* WHAT YOU ARE ASKED TO DO
Transcribe everything in the records, dropping and changing nothing.

☆ ☆ ☆

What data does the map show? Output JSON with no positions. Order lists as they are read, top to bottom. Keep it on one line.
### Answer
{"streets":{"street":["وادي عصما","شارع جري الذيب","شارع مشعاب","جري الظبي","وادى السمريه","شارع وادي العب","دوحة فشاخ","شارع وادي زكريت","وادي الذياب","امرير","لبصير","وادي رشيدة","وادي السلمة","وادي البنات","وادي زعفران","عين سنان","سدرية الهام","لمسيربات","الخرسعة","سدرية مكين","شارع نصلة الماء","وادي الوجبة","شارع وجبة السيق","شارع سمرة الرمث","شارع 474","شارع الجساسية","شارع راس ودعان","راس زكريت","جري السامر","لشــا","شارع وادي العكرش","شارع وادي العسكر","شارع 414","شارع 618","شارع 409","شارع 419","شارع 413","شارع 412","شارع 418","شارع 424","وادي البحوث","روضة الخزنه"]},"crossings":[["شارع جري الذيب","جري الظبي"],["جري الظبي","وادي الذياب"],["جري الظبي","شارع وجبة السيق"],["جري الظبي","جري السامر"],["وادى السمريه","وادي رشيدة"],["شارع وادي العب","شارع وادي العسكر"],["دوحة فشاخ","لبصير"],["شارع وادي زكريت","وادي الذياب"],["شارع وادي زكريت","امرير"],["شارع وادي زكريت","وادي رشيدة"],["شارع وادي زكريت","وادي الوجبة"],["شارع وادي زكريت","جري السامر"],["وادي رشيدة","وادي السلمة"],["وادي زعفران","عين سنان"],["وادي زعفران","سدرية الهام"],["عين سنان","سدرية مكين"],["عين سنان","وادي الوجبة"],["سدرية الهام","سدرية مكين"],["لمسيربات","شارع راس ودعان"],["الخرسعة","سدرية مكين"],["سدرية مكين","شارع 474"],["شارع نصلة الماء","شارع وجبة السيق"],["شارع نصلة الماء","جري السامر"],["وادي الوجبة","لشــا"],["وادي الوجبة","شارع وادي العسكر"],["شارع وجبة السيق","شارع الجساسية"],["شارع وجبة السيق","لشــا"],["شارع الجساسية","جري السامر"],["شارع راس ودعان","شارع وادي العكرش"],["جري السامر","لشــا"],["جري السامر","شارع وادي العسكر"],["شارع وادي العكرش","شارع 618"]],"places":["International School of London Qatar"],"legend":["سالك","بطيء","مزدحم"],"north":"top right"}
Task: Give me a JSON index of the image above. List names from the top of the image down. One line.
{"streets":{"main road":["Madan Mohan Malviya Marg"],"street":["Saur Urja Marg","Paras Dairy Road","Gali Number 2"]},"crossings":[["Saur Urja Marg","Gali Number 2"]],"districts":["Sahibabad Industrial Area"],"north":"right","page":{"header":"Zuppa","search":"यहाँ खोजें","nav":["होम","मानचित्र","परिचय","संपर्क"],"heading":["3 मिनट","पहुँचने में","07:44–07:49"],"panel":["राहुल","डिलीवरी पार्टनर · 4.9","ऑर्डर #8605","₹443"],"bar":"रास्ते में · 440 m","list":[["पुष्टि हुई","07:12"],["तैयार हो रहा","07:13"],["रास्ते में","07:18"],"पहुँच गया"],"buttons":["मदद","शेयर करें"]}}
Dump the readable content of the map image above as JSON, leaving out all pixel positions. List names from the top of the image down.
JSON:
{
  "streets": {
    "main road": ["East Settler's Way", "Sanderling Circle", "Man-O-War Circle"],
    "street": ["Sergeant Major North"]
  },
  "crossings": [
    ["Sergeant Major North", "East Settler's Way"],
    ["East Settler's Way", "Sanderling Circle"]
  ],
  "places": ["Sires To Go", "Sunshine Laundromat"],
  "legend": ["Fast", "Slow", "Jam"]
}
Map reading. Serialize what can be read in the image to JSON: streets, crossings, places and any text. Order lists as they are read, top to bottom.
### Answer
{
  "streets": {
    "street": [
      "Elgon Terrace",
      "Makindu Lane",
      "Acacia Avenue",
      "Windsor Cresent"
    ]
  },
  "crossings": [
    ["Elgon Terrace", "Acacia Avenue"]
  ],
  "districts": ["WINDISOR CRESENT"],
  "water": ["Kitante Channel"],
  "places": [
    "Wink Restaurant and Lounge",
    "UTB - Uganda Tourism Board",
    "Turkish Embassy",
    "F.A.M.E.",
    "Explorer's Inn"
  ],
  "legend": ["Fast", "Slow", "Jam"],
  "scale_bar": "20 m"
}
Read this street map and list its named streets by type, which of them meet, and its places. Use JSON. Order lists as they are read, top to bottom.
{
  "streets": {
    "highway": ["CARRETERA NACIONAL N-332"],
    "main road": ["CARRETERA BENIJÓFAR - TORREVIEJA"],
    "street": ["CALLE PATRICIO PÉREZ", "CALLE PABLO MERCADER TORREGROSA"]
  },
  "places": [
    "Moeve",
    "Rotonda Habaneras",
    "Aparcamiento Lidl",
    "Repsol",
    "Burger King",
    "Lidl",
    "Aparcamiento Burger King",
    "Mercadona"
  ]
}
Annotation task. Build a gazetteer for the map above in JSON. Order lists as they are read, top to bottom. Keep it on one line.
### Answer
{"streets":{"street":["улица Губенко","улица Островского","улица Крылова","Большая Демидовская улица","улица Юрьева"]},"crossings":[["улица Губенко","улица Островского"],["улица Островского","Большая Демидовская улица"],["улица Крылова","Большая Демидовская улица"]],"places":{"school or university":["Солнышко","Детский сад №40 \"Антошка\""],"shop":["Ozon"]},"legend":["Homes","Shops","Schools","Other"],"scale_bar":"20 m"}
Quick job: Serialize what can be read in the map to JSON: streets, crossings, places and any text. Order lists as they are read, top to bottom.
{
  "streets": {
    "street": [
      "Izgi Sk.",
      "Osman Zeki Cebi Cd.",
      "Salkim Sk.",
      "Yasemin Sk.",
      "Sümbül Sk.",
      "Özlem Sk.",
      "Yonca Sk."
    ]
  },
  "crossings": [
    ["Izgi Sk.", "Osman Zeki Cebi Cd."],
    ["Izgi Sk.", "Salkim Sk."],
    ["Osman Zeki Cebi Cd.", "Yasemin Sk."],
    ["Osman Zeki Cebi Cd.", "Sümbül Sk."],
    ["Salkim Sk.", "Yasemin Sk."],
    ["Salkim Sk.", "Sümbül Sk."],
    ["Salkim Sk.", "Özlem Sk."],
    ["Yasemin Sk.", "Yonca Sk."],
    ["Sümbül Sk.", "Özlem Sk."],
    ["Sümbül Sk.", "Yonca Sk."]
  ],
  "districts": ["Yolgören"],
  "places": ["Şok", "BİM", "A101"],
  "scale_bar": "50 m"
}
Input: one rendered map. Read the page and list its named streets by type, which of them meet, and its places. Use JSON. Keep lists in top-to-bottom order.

☆ ☆ ☆

* ANSWER BELOW
What data does the map show? Output JSON with no positions. Order lists as they are read, top to bottom. Keep it on one line.
### Answer
{"streets":{"street":["وادي عصما","شارع جري الذيب","شارع مشعاب","جري الظبي","وادى السمريه","شارع وادي العب","دوحة فشاخ","شارع وادي زكريت","وادي الذياب","امرير","لبصير","وادي رشيدة","وادي السلمة","وادي البنات","وادي زعفران","عين سنان","سدرية الهام","لمسيربات","الخرسعة","سدرية مكين","شارع نصلة الماء","وادي الوجبة","شارع وجبة السيق","شارع سمرة الرمث","شارع 474","شارع الجساسية","شارع راس ودعان","راس زكريت","جري السامر","لشــا","شارع وادي العكرش","شارع وادي العسكر","شارع 414","شارع 618","شارع 409","شارع 419","شارع 413","شارع 412","شارع 418","شارع 424","وادي البحوث","روضة الخزنه"]},"crossings":[["شارع جري الذيب","جري الظبي"],["جري الظبي","وادي الذياب"],["جري الظبي","شارع وجبة السيق"],["جري الظبي","جري السامر"],["وادى السمريه","وادي رشيدة"],["شارع وادي العب","شارع وادي العسكر"],["دوحة فشاخ","لبصير"],["شارع وادي زكريت","وادي الذياب"],["شارع وادي زكريت","امرير"],["شارع وادي زكريت","وادي رشيدة"],["شارع وادي زكريت","وادي الوجبة"],["شارع وادي زكريت","جري السامر"],["وادي رشيدة","وادي السلمة"],["وادي زعفران","عين سنان"],["وادي زعفران","سدرية الهام"],["عين سنان","سدرية مكين"],["عين سنان","وادي الوجبة"],["سدرية الهام","سدرية مكين"],["لمسيربات","شارع راس ودعان"],["الخرسعة","سدرية مكين"],["سدرية مكين","شارع 474"],["شارع نصلة الماء","شارع وجبة السيق"],["شارع نصلة الماء","جري السامر"],["وادي الوجبة","لشــا"],["وادي الوجبة","شارع وادي العسكر"],["شارع وجبة السيق","شارع الجساسية"],["شارع وجبة السيق","لشــا"],["شارع الجساسية","جري السامر"],["شارع راس ودعان","شارع وادي العكرش"],["جري السامر","لشــا"],["جري السامر","شارع وادي العسكر"],["شارع وادي العكرش","شارع 618"]],"places":["International School of London Qatar"],"legend":["سالك","بطيء","مزدحم"],"north":"top right"}
Task: Give me a JSON index of the image above. List names from the top of the image down. One line.
{"streets":{"main road":["Madan Mohan Malviya Marg"],"street":["Saur Urja Marg","Paras Dairy Road","Gali Number 2"]},"crossings":[["Saur Urja Marg","Gali Number 2"]],"districts":["Sahibabad Industrial Area"],"north":"right","page":{"header":"Zuppa","search":"यहाँ खोजें","nav":["होम","मानचित्र","परिचय","संपर्क"],"heading":["3 मिनट","पहुँचने में","07:44–07:49"],"panel":["राहुल","डिलीवरी पार्टनर · 4.9","ऑर्डर #8605","₹443"],"bar":"रास्ते में · 440 m","list":[["पुष्टि हुई","07:12"],["तैयार हो रहा","07:13"],["रास्ते में","07:18"],"पहुँच गया"],"buttons":["मदद","शेयर करें"]}}
Dump the readable content of the map image above as JSON, leaving out all pixel positions. List names from the top of the image down.
JSON:
{
  "streets": {
    "main road": ["East Settler's Way", "Sanderling Circle", "Man-O-War Circle"],
    "street": ["Sergeant Major North"]
  },
  "crossings": [
    ["Sergeant Major North", "East Settler's Way"],
    ["East Settler's Way", "Sanderling Circle"]
  ],
  "places": ["Sires To Go", "Sunshine Laundromat"],
  "legend": ["Fast", "Slow", "Jam"]
}
Map reading. Serialize what can be read in the image to JSON: streets, crossings, places and any text. Order lists as they are read, top to bottom.
### Answer
{
  "streets": {
    "street": [
      "Elgon Terrace",
      "Makindu Lane",
      "Acacia Avenue",
      "Windsor Cresent"
    ]
  },
  "crossings": [
    ["Elgon Terrace", "Acacia Avenue"]
  ],
  "districts": ["WINDISOR CRESENT"],
  "water": ["Kitante Channel"],
  "places": [
    "Wink Restaurant and Lounge",
    "UTB - Uganda Tourism Board",
    "Turkish Embassy",
    "F.A.M.E.",
    "Explorer's Inn"
  ],
  "legend": ["Fast", "Slow", "Jam"],
  "scale_bar": "20 m"
}
Read this street map and list its named streets by type, which of them meet, and its places. Use JSON. Order lists as they are read, top to bottom.
{
  "streets": {
    "highway": ["CARRETERA NACIONAL N-332"],
    "main road": ["CARRETERA BENIJÓFAR - TORREVIEJA"],
    "street": ["CALLE PATRICIO PÉREZ", "CALLE PABLO MERCADER TORREGROSA"]
  },
  "places": [
    "Moeve",
    "Rotonda Habaneras",
    "Aparcamiento Lidl",
    "Repsol",
    "Burger King",
    "Lidl",
    "Aparcamiento Burger King",
    "Mercadona"
  ]
}
Annotation task. Build a gazetteer for the map above in JSON. Order lists as they are read, top to bottom. Keep it on one line.
### Answer
{"streets":{"street":["улица Губенко","улица Островского","улица Крылова","Большая Демидовская улица","улица Юрьева"]},"crossings":[["улица Губенко","улица Островского"],["улица Островского","Большая Демидовская улица"],["улица Крылова","Большая Демидовская улица"]],"places":{"school or university":["Солнышко","Детский сад №40 \"Антошка\""],"shop":["Ozon"]},"legend":["Homes","Shops","Schools","Other"],"scale_bar":"20 m"}
Quick job: Serialize what can be read in the map to JSON: streets, crossings, places and any text. Order lists as they are read, top to bottom.
{
  "streets": {
    "street": [
      "Izgi Sk.",
      "Osman Zeki Cebi Cd.",
      "Salkim Sk.",
      "Yasemin Sk.",
      "Sümbül Sk.",
      "Özlem Sk.",
      "Yonca Sk."
    ]
  },
  "crossings": [
    ["Izgi Sk.", "Osman Zeki Cebi Cd."],
    ["Izgi Sk.", "Salkim Sk."],
    ["Osman Zeki Cebi Cd.", "Yasemin Sk."],
    ["Osman Zeki Cebi Cd.", "Sümbül Sk."],
    ["Salkim Sk.", "Yasemin Sk."],
    ["Salkim Sk.", "Sümbül Sk."],
    ["Salkim Sk.", "Özlem Sk."],
    ["Yasemin Sk.", "Yonca Sk."],
    ["Sümbül Sk.", "Özlem Sk."],
    ["Sümbül Sk.", "Yonca Sk."]
  ],
  "districts": ["Yolgören"],
  "places": ["Şok", "BİM", "A101"],
  "scale_bar": "50 m"
}
Input: one rendered map. Read the page and list its named streets by type, which of them meet, and its places. Use JSON. Keep lists in top-to-bottom order.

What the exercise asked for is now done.